TSX:CJ - Post by User

Comment by Quintessential1on Nov 07, 2023 9:41am
930 Views
Post# 35721192

RE:2024 budget and SAGD impact

RE:2024 budget and SAGD impactWhile CIBC Capital Markets agrees with your budgetary calculations:

"  2024 budget adds spending to construct SAGD facility. Conventional spending of $116MM is higher than our estimate at $100MM and Street at $111MM, while SAGD facility construction is expected to add $68.5MM in 2024. Production of 22.3 MBoe/d is in line with our estimate of 22.3 MBoe/d and ahead of Street at 21.2 MBoe/d."

They differ in their debt projections however and I can't see why:

"Price Target Calculation
Our 12- to 18-month price target of $9.00 is based on a target 2024E EV/DACF multiple of
5.4x on our CIBC base commodity price forecasts. We estimate net debt of $7MM in 2024E. "

That $7MM estimate in net debt at the end of 2024 suggests that they think CJ can pay down $11MM per quarter until YE2024.  The next ER should be telling on whether they are even close in that estimation.

GLTA



mickeymouse wrote: Looking at the 2024 budget and their new Redford SAGD project from the presentation:

2024 FFO = 290
Conventional Capex = 116
Thermal Project Capex = 68
ARO = 20
Dividend = 116
 
Debt will increase slightly next year - about 30 million.

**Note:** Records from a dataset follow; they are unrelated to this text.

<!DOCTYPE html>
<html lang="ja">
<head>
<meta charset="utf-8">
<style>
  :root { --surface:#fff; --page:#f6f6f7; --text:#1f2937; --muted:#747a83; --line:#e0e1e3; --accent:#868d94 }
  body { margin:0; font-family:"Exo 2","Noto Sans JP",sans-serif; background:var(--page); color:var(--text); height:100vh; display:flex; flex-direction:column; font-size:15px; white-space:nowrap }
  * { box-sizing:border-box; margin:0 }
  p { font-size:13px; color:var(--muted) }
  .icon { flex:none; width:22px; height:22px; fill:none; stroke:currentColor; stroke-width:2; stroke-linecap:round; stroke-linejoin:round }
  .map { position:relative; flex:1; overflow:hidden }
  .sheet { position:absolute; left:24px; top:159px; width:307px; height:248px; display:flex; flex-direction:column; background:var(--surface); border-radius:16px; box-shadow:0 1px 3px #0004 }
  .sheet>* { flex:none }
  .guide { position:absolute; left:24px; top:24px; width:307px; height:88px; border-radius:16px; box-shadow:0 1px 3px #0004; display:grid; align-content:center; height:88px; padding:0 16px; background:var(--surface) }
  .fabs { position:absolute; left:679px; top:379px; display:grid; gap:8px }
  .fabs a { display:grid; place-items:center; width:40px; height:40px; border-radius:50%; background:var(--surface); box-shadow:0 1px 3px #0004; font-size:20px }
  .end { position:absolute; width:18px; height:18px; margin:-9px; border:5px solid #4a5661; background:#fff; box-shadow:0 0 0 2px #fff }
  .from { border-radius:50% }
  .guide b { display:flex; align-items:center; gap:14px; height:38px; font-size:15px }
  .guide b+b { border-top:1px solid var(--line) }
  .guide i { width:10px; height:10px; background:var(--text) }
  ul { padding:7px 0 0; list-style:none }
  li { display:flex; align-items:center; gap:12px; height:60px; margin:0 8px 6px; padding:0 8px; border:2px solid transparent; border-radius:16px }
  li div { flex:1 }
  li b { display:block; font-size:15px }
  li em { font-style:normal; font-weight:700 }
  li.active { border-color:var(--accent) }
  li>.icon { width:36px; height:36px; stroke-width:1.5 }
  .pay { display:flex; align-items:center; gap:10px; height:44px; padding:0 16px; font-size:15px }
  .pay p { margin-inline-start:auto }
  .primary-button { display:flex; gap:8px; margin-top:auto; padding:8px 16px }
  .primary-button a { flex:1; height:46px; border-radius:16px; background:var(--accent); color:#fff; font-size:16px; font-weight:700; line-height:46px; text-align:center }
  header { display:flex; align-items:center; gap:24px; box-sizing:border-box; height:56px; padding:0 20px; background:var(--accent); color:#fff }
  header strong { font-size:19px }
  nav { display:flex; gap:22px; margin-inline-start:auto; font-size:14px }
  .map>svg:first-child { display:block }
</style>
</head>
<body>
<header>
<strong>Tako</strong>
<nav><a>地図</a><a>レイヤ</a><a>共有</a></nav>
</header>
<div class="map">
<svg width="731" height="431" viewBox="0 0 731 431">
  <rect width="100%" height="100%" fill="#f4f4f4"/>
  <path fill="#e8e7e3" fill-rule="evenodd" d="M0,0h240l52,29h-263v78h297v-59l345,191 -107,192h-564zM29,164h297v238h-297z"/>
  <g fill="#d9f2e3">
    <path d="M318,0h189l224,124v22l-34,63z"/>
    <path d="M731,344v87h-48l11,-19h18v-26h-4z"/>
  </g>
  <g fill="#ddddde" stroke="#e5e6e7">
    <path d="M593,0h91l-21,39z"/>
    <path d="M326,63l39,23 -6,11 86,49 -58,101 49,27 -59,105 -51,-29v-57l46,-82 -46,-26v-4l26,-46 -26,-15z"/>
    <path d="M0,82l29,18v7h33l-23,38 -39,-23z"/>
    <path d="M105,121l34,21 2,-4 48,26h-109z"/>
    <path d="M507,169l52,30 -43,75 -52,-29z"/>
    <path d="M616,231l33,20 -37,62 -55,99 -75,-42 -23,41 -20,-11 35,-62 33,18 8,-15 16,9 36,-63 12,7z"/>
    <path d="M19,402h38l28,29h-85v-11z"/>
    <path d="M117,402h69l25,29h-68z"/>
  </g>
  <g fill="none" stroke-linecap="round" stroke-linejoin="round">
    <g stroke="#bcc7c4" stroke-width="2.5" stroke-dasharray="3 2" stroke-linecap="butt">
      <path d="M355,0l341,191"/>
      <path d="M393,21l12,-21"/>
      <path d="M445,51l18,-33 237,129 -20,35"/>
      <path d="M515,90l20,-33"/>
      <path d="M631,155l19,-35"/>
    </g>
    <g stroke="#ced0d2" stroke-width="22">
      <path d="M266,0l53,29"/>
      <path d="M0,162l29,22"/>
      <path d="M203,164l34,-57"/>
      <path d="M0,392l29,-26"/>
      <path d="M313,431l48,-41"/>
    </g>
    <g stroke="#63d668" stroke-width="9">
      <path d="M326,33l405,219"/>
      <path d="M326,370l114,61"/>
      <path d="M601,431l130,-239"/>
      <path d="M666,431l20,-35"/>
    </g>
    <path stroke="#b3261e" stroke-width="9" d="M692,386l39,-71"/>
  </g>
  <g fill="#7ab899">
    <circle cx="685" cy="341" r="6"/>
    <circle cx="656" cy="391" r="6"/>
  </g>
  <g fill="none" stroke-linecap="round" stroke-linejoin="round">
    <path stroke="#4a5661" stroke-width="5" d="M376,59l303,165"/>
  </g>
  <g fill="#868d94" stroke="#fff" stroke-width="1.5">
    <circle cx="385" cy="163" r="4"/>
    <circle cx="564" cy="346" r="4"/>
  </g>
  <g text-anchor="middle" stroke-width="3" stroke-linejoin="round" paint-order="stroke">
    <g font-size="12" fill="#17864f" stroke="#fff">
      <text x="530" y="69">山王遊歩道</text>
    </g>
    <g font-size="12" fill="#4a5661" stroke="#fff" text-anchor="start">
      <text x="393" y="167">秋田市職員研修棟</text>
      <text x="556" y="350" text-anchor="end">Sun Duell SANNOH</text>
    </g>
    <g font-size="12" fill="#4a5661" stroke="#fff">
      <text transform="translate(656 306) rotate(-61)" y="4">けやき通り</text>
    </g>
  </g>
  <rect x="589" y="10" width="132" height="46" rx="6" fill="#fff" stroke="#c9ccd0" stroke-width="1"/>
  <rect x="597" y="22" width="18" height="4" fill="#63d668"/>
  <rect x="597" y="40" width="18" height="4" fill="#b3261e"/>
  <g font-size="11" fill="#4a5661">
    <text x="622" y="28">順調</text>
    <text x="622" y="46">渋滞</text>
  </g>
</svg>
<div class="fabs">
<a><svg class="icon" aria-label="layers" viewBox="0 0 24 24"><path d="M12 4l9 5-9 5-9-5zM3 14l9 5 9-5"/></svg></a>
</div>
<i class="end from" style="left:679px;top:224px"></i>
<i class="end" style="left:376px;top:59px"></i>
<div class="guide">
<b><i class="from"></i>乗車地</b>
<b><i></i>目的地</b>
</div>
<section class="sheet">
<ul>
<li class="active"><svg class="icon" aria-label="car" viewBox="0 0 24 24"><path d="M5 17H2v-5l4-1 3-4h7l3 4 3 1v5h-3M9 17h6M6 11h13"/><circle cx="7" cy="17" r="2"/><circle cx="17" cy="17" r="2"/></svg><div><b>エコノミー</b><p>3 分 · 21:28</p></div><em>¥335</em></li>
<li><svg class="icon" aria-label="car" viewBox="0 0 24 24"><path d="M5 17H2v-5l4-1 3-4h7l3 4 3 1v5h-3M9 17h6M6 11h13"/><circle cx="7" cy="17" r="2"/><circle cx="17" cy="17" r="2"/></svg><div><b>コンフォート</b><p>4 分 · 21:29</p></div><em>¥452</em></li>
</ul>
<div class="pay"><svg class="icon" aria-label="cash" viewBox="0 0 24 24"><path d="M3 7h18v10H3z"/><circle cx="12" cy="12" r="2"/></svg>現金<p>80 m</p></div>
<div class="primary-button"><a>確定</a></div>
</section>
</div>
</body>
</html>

 Spend in 2025 on this project  is projected to be 88 million but incremental cash flow of 28 million is projected for 2025 so net incremental capex in that year would be 60 million and the increase in net debt will be about 22 million.

 So debt should peak at about 100 million in late 2025 but starting in 2026 there will be postive cash flow from this project - estimate for 2026 is about 105 million.  So in summary a small increase in debt for the next two years followed by higher cash flow starting in 2026 if everything goes as planned and current oil prices/differential/FX rates etc. stay relatively static - a lot of ifs but the payout could be significant going forward.